• _COLLECTED DATA_:
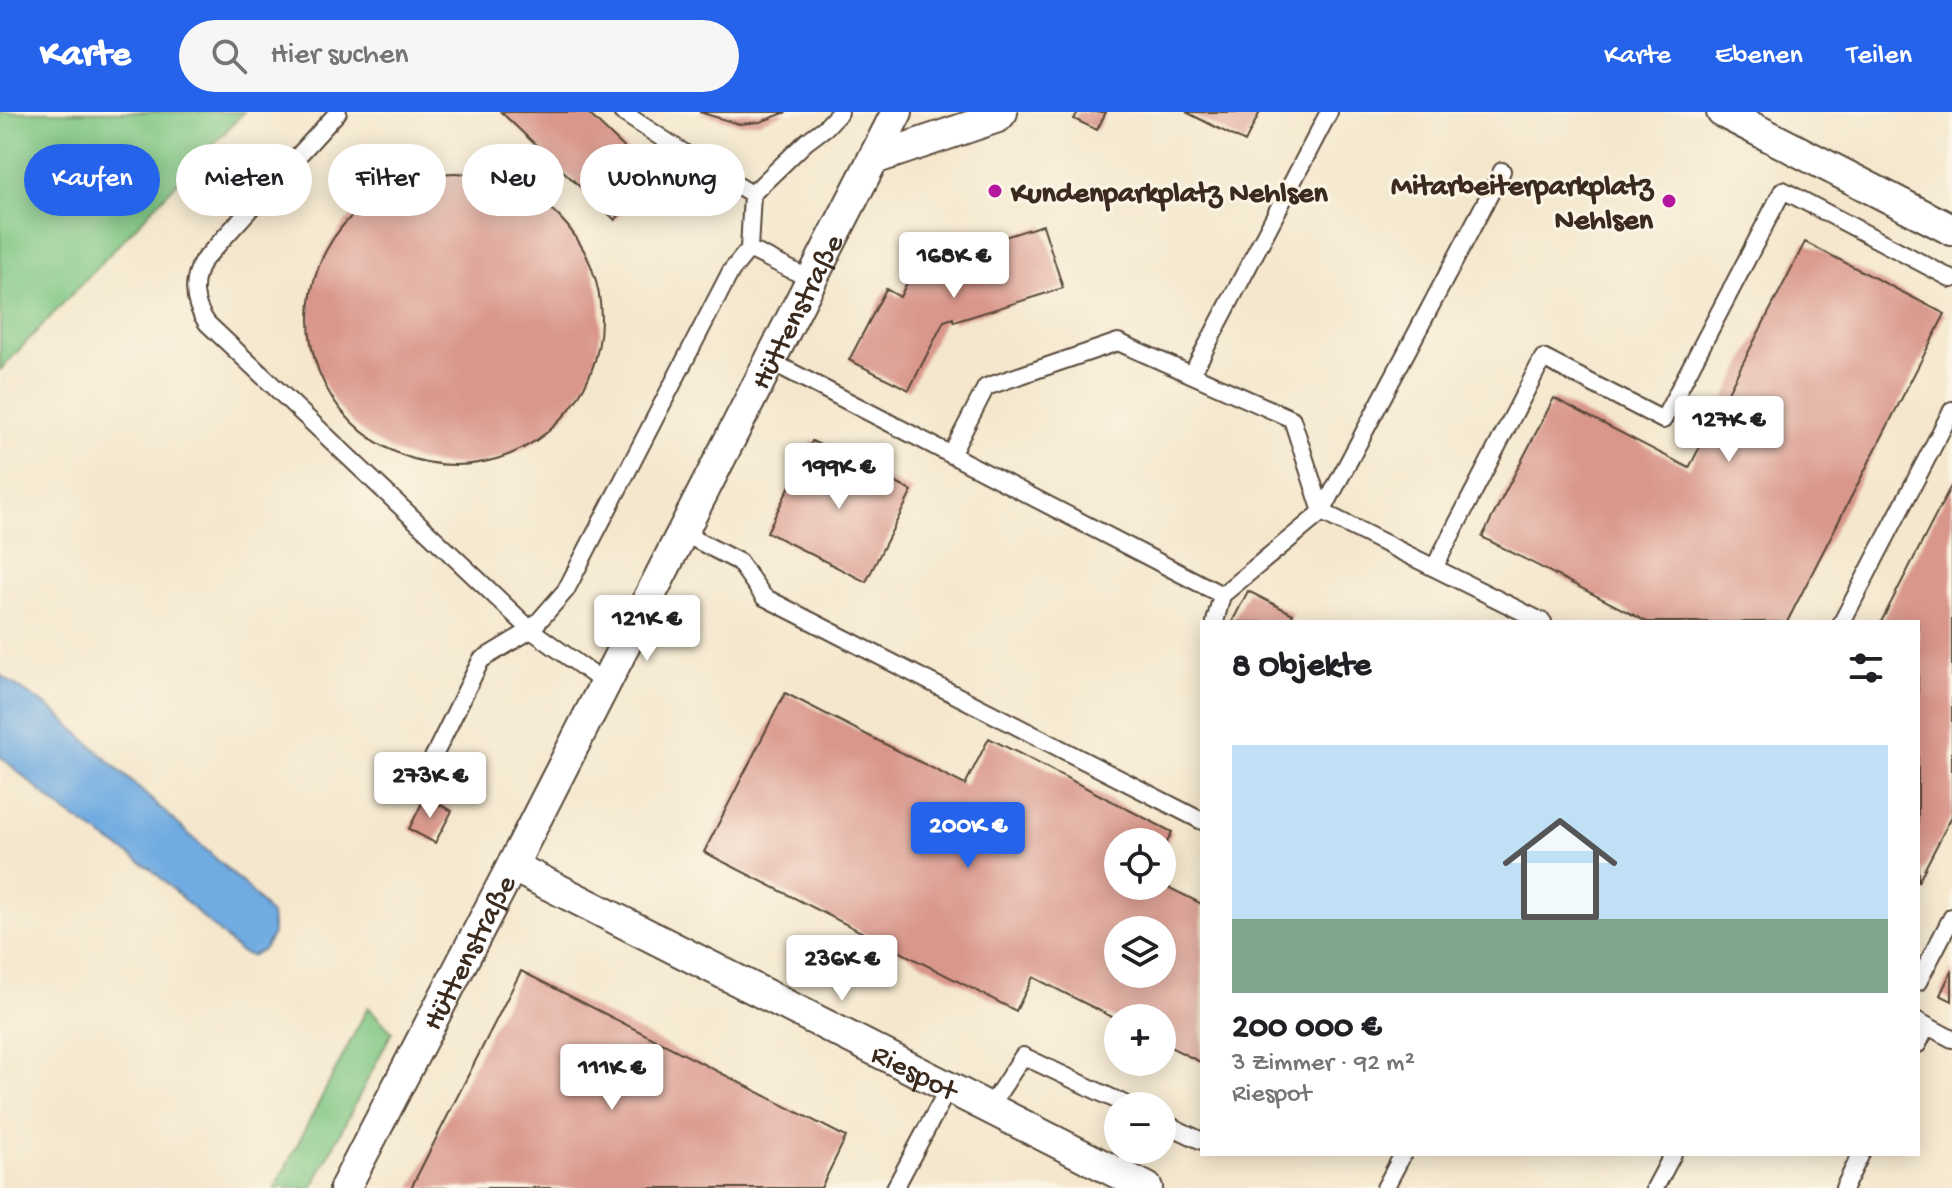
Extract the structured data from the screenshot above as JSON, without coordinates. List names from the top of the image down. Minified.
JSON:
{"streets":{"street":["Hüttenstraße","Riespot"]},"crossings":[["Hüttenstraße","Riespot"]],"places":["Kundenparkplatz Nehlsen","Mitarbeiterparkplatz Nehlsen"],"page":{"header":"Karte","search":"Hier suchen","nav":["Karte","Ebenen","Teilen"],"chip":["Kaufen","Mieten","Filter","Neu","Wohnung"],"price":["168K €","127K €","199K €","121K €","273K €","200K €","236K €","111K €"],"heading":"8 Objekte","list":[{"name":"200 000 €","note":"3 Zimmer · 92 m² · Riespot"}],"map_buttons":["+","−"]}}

• _TASK TO COMPLETE_: Exclude the pictures. Write out the remaining data exactly.

• _SOLUTION FOR THIS TASK_:
Extract the structured data from the screenshot above as JSON, without coordinates. List names from the top of the image down. Minified.
JSON:
{"streets":{"street":["Hüttenstraße","Riespot"]},"crossings":[["Hüttenstraße","Riespot"]],"places":["Kundenparkplatz Nehlsen","Mitarbeiterparkplatz Nehlsen"],"page":{"header":"Karte","search":"Hier suchen","nav":["Karte","Ebenen","Teilen"],"chip":["Kaufen","Mieten","Filter","Neu","Wohnung"],"price":["168K €","127K €","199K €","121K €","273K €","200K €","236K €","111K €"],"heading":"8 Objekte","list":[{"name":"200 000 €","note":"3 Zimmer · 92 m² · Riespot"}],"map_buttons":["+","−"]}}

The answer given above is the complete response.